[Study material — start]

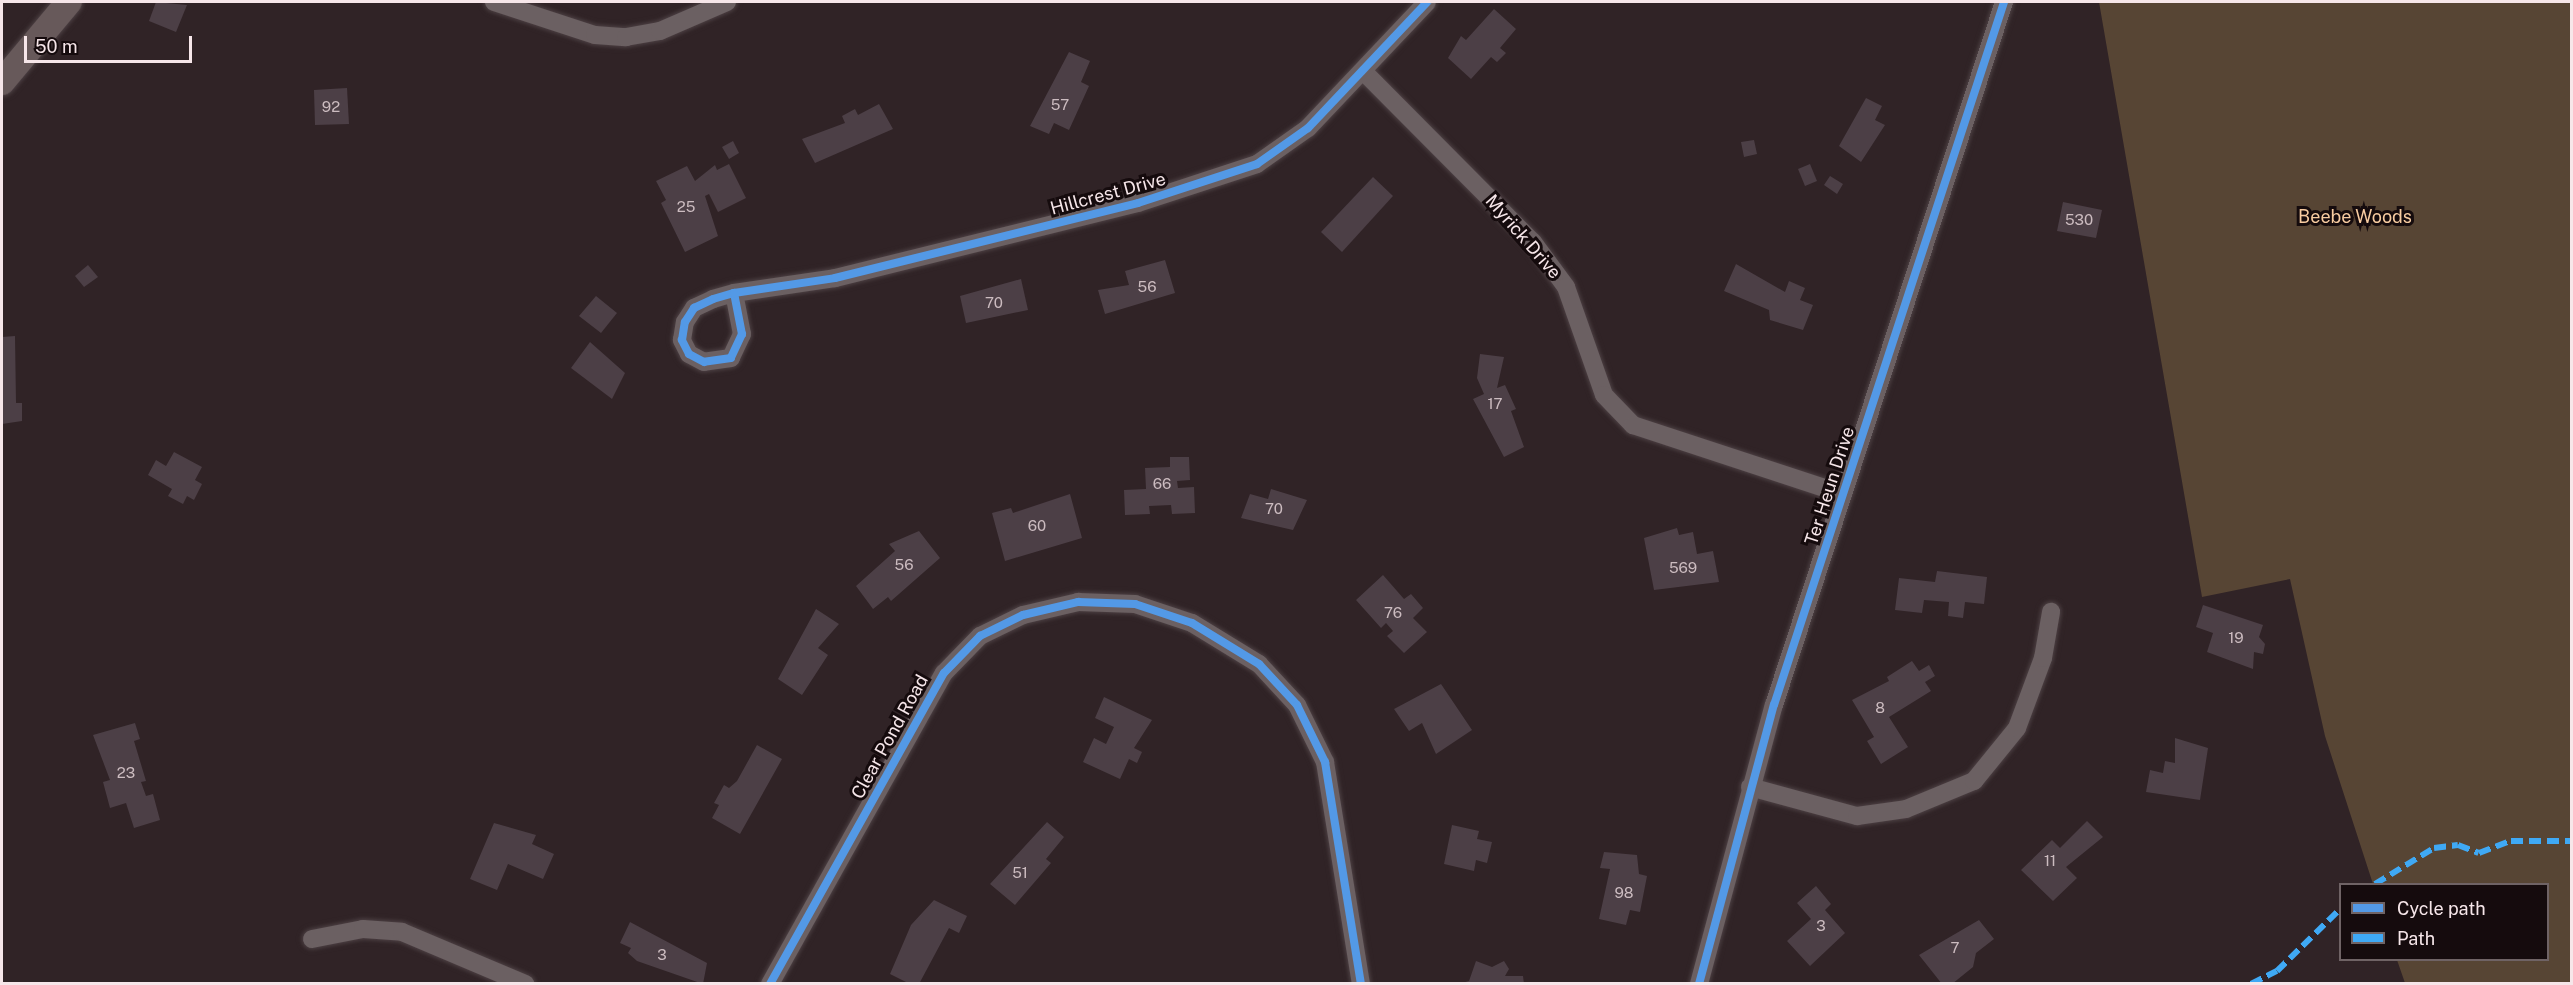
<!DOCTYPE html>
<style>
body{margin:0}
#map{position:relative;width:2573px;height:985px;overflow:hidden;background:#302326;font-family:"Public Sans",sans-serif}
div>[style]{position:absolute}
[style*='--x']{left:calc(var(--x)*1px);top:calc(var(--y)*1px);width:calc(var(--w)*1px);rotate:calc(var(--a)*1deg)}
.green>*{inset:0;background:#574534}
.building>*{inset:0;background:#4c3f46}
.roads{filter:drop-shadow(0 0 2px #4c4043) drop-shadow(0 0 2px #4c4043)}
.minor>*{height:18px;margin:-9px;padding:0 9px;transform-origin:9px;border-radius:9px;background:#6b6062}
.secondary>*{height:26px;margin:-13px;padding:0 13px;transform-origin:13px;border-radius:13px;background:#67595a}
.quiet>*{height:6px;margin-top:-3px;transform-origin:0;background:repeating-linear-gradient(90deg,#3fa9f5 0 12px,transparent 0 18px)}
.cycleway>*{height:8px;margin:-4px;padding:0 4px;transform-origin:4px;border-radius:4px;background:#5399e6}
span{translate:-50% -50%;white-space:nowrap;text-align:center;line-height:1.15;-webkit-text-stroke:6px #150b0d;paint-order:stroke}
.number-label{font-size:15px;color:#ccbcc0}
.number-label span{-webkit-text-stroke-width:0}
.street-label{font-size:18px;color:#f6e6e9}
.park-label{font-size:18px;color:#f8cca1}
.frame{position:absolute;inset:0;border:3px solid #f6e6e9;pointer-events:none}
.legend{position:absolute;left:2339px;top:883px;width:210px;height:78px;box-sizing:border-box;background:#150b0d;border:2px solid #6f6365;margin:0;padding:8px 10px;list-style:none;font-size:18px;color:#f6e6e9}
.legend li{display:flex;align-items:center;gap:12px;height:30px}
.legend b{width:30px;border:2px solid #6f6365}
.scale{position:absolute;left:24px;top:36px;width:168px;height:27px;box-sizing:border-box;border:3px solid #f6e6e9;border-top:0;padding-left:8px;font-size:18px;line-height:21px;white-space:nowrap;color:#f6e6e9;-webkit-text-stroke:4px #150b0d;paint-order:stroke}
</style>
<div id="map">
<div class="green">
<i style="clip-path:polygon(2099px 2px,2571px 2px,2571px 983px,2405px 983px,2397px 960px,2548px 960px,2548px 884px,2373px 884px,2325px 736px,2290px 579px,2202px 597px)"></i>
</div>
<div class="building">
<i style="clip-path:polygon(156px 2px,187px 5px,176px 32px,149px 21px)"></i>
<i style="clip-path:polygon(1494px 9px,1516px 29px,1500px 48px,1506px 53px,1497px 62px,1491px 57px,1471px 79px,1448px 58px,1461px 36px,1466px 40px)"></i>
<i style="clip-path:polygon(1069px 52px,1090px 61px,1081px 82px,1089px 86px,1069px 130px,1054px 123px,1049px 134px,1030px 126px)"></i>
<i style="clip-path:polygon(347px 88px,349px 124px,315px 125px,314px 90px)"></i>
<i style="clip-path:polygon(1866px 98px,1882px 106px,1875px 120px,1885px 125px,1861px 162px,1839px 146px)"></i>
<i style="clip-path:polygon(879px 104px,893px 129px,815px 163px,802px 139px,845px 123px,842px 116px,855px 109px,858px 115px)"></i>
<i style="clip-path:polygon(1754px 140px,1757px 154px,1744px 157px,1741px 142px)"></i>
<i style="clip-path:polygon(733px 141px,739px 153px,729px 159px,722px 147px)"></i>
<i style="clip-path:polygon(729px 164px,746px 198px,718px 212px,709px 194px,705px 196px,718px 236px,685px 252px,661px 203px,666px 200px,656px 181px,687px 166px,695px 181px,715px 165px,717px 170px)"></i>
<i style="clip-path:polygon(1810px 164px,1817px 181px,1805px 186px,1798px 169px)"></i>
<i style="clip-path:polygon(1830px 176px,1843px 184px,1837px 194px,1824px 185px)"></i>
<i style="clip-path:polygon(1373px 177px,1393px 196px,1342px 252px,1321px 232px)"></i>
<i style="clip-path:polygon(2063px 202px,2102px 210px,2096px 238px,2057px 231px)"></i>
<i style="clip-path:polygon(1165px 260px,1175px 293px,1105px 314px,1098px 290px,1129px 285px,1125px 271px)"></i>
<i style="clip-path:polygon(1736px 264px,1785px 292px,1789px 281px,1805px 288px,1800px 300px,1813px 305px,1803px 330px,1770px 320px,1769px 310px,1724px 291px)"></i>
<i style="clip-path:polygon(88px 265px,98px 277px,84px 287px,75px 276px)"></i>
<i style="clip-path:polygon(1021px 279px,1028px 310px,966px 323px,960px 296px)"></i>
<i style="clip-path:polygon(596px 296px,617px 313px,601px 333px,579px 316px)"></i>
<i style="clip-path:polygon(15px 336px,16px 403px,22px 403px,22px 421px,2px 424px,2px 337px)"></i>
<i style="clip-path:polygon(590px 342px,625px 373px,612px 399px,571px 368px)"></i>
<i style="clip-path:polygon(1480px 354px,1504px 357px,1497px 388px,1505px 385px,1516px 409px,1511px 411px,1524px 447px,1504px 457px,1473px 399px,1484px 394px,1477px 378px)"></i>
<i style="clip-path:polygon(174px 452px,202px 467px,195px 480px,202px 484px,194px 500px,187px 496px,183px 504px,168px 496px,172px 489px,148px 475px,156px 460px,166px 466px)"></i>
<i style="clip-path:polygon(1170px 457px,1189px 457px,1190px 480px,1177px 481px,1178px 488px,1194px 487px,1195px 513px,1172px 514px,1171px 505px,1149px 506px,1150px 514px,1125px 515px,1124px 490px,1146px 489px,1145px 468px,1170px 467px)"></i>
<i style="clip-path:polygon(1271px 489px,1307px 500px,1293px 530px,1241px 518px,1250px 494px,1268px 499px)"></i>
<i style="clip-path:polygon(1070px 494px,1082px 538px,1005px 561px,992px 513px,1011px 508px,1013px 513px)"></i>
<i style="clip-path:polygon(1677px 528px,1679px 535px,1693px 532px,1697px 554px,1713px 551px,1719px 582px,1654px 590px,1644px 538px)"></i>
<i style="clip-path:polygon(919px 531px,940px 558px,891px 601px,888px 597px,873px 609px,856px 586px,895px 551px,889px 544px)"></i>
<i style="clip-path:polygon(1937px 571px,1987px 577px,1984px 604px,1965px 602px,1963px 618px,1948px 616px,1949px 602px,1924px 600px,1922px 613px,1895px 610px,1899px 578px,1935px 582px)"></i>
<i style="clip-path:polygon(1383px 575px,1404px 599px,1411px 594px,1423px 608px,1413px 618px,1427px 632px,1404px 653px,1387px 636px,1393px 631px,1386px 623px,1381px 628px,1356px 600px)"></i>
<i style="clip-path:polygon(2203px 605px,2263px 625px,2259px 637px,2265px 644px,2263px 654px,2254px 652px,2253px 669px,2207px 652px,2213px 633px,2196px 627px)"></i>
<i style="clip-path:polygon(816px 609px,839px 624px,818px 648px,828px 655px,802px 695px,778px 679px)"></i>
<i style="clip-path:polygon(1912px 661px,1919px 671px,1929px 665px,1935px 676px,1925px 682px,1931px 691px,1889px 717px,1908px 747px,1881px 764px,1867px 741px,1874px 737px,1852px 700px,1889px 681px,1887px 677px)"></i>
<i style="clip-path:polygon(1441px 684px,1472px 730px,1436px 754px,1422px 723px,1409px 731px,1394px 709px)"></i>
<i style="clip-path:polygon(1104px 697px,1152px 720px,1134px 748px,1142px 752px,1137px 763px,1129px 759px,1120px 779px,1083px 762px,1094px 738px,1106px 744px,1114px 727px,1095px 718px)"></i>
<i style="clip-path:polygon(135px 723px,140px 739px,134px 741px,146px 781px,141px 782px,146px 796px,153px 794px,160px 820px,134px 828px,126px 803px,110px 808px,103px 782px,110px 780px,93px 735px)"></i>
<i style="clip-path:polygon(2175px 738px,2208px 748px,2200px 800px,2146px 792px,2150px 770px,2163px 773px,2165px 761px,2175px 763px)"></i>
<i style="clip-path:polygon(757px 745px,782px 759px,740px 834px,712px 818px,719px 805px,714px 803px,724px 785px,729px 788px,737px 781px)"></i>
<i style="clip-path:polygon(2087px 821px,2103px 837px,2066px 867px,2077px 878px,2053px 901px,2021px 870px,2052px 840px,2060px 848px)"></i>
<i style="clip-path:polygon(1047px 822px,1064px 837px,1046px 859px,1051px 863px,1015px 905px,990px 884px)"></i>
<i style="clip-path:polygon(494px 823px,536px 835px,532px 844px,554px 854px,543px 879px,508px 864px,497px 890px,470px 879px)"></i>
<i style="clip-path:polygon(1452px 825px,1479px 831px,1477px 839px,1492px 842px,1487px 863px,1476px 860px,1474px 871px,1444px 864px)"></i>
<i style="clip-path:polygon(1604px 852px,1637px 855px,1639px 874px,1647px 876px,1640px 912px,1630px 910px,1626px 925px,1599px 919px,1610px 869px,1600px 868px)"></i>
<i style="clip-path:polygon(1816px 886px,1831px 904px,1825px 910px,1845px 933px,1810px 966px,1787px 941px,1811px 919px,1797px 903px)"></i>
<i style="clip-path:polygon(934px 900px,967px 916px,959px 933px,949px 928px,919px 984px,910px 984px,890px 974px,911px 925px)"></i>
<i style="clip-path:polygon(1979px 920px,1994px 939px,1976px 953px,1973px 967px,1952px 984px,1942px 984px,1919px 955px)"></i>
<i style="clip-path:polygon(630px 922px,707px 963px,703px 984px,637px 961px,628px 953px,631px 948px,620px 943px)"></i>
<i style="clip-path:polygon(1476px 961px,1492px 967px,1504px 961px,1509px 969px,1505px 976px,1523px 976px,1524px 984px,1458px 984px,1469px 981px)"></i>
</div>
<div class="roads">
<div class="minor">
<i style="--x:494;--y:2;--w:106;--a:18.1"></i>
<i style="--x:595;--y:35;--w:31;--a:4"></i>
<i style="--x:626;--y:37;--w:35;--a:-10"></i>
<i style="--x:660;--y:31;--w:73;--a:-23.4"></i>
<i style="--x:1365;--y:73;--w:238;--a:45.2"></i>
<i style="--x:1533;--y:242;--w:56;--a:53.7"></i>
<i style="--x:1566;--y:287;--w:114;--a:70.6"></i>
<i style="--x:1604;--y:395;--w:42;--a:46"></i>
<i style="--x:1633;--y:425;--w:221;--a:18.2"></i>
<i style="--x:734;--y:293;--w:42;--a:79"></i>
<i style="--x:742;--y:334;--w:26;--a:115"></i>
<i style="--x:731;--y:358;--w:27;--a:172"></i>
<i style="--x:704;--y:362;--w:17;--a:-152"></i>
<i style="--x:689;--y:354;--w:16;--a:-117"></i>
<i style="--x:682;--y:340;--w:18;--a:-81"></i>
<i style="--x:685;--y:322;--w:17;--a:-57"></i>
<i style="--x:694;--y:308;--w:21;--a:-25"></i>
<i style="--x:713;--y:299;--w:22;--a:-16"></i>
<i style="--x:734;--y:293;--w:102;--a:-8.4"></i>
<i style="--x:835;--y:278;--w:312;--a:-13.9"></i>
<i style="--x:1138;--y:203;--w:125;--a:-18.1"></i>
<i style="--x:1257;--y:164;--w:62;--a:-35.2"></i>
<i style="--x:1308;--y:128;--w:173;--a:-46.6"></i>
<i style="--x:1750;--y:787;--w:111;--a:15.2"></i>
<i style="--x:1857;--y:816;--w:49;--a:-8.1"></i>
<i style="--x:1906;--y:809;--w:74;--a:-22.4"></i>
<i style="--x:1974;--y:781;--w:68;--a:-50.9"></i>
<i style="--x:2017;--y:728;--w:75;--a:-69.6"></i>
<i style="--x:2043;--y:658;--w:47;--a:-80.1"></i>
<i style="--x:312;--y:939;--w:52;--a:-11.1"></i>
<i style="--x:363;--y:929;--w:39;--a:4"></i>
<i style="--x:402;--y:932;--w:134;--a:22.9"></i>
<i style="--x:770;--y:984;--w:356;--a:-60.8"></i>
<i style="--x:944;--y:673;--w:52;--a:-45.8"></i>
<i style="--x:980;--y:636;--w:48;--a:-26"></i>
<i style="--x:1023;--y:615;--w:57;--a:-13.3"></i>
<i style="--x:1078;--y:602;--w:57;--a:2"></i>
<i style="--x:1135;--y:604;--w:60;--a:18.4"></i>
<i style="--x:1192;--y:623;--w:79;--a:31.5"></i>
<i style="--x:1259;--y:664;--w:56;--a:47.2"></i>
<i style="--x:1297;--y:705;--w:64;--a:63.8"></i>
<i style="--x:1325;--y:762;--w:225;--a:80.8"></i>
<i style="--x:1699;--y:984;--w:289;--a:-75"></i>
<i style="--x:1774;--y:705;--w:740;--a:-71.88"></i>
</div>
<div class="secondary">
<i style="--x:2;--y:82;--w:104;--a:-50.1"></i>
</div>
</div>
<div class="quiet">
<i style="--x:2375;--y:884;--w:69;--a:-31.4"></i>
<i style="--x:2434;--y:848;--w:24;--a:-7"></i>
<i style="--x:2458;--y:845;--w:22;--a:21"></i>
<i style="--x:2479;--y:853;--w:34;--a:-21"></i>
<i style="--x:2511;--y:841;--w:61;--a:0"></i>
<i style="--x:2251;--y:984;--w:29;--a:-27"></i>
<i style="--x:2277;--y:971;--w:88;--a:-44.5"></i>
</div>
<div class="cycleway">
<i style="--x:734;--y:293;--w:42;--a:79"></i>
<i style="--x:742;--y:334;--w:26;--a:115"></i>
<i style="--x:731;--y:358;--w:27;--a:172"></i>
<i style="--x:704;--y:362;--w:17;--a:-152"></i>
<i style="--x:689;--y:354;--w:16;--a:-117"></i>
<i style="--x:682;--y:340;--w:18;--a:-81"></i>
<i style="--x:685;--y:322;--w:17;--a:-57"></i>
<i style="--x:694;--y:308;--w:21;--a:-25"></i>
<i style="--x:713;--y:299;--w:22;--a:-16"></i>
<i style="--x:734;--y:293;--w:102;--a:-8.4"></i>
<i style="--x:835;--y:278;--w:312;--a:-13.9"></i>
<i style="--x:1138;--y:203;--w:125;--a:-18.1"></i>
<i style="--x:1257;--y:164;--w:62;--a:-35.2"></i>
<i style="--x:1308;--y:128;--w:173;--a:-46.6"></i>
<i style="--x:770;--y:984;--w:356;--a:-60.8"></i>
<i style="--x:944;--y:673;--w:52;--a:-45.8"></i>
<i style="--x:980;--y:636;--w:48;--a:-26"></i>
<i style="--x:1023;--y:615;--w:57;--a:-13.3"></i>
<i style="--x:1078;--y:602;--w:57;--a:2"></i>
<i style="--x:1135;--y:604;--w:60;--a:18.4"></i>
<i style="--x:1192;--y:623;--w:79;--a:31.5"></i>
<i style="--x:1259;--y:664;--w:56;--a:47.2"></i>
<i style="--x:1297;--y:705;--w:64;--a:63.8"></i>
<i style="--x:1325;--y:762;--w:225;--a:80.8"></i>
<i style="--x:1699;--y:984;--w:289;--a:-75"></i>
<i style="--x:1774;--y:705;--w:740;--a:-71.88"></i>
</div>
<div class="number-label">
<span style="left:1060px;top:105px">57</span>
<span style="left:331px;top:107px">92</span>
<span style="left:686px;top:207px">25</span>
<span style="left:2079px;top:220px">530</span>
<span style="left:1147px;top:287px">56</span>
<span style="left:994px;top:303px">70</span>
<span style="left:1495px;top:404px">17</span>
<span style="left:1162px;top:484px">66</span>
<span style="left:1274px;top:509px">70</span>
<span style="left:1037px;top:526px">60</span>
<span style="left:904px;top:565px">56</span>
<span style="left:1683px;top:568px">569</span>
<span style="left:1393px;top:613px">76</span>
<span style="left:2236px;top:638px">19</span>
<span style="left:1880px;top:708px">8</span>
<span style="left:126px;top:773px">23</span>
<span style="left:2050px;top:861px">11</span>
<span style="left:1020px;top:873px">51</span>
<span style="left:1624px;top:893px">98</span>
<span style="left:1821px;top:926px">3</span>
<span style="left:1955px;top:948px">7</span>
<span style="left:662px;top:955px">3</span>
</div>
<div class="street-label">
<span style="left:1108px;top:194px;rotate:-15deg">Hillcrest Drive</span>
<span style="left:1523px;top:237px;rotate:49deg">Myrick Drive</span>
<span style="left:1830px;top:486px;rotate:-72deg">Ter Heun Drive</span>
<span style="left:890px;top:737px;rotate:-61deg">Clear Pond Road</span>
</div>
<div class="park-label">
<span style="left:2355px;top:217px">Beebe Woods</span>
</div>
<div class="frame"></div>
<ul class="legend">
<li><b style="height:8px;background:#5399e6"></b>Cycle path</li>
<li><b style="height:8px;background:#3fa9f5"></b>Path</li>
</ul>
<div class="scale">50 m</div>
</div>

[Study material — finish]

Exactly restate the lines from the beginning of the data through the line with "2px #4c4043) drop-shadow(0", and no others, keeping pictures out.

<!DOCTYPE html>
<style>
body{margin:0}
#map{position:relative;width:2573px;height:985px;overflow:hidden;background:#302326;font-family:"Public Sans",sans-serif}
div>[style]{position:absolute}
[style*='--x']{left:calc(var(--x)*1px);top:calc(var(--y)*1px);width:calc(var(--w)*1px);rotate:calc(var(--a)*1deg)}
.green>*{inset:0;background:#574534}
.building>*{inset:0;background:#4c3f46}
.roads{filter:drop-shadow(0 0 2px #4c4043) drop-shadow(0 0 2px #4c4043)}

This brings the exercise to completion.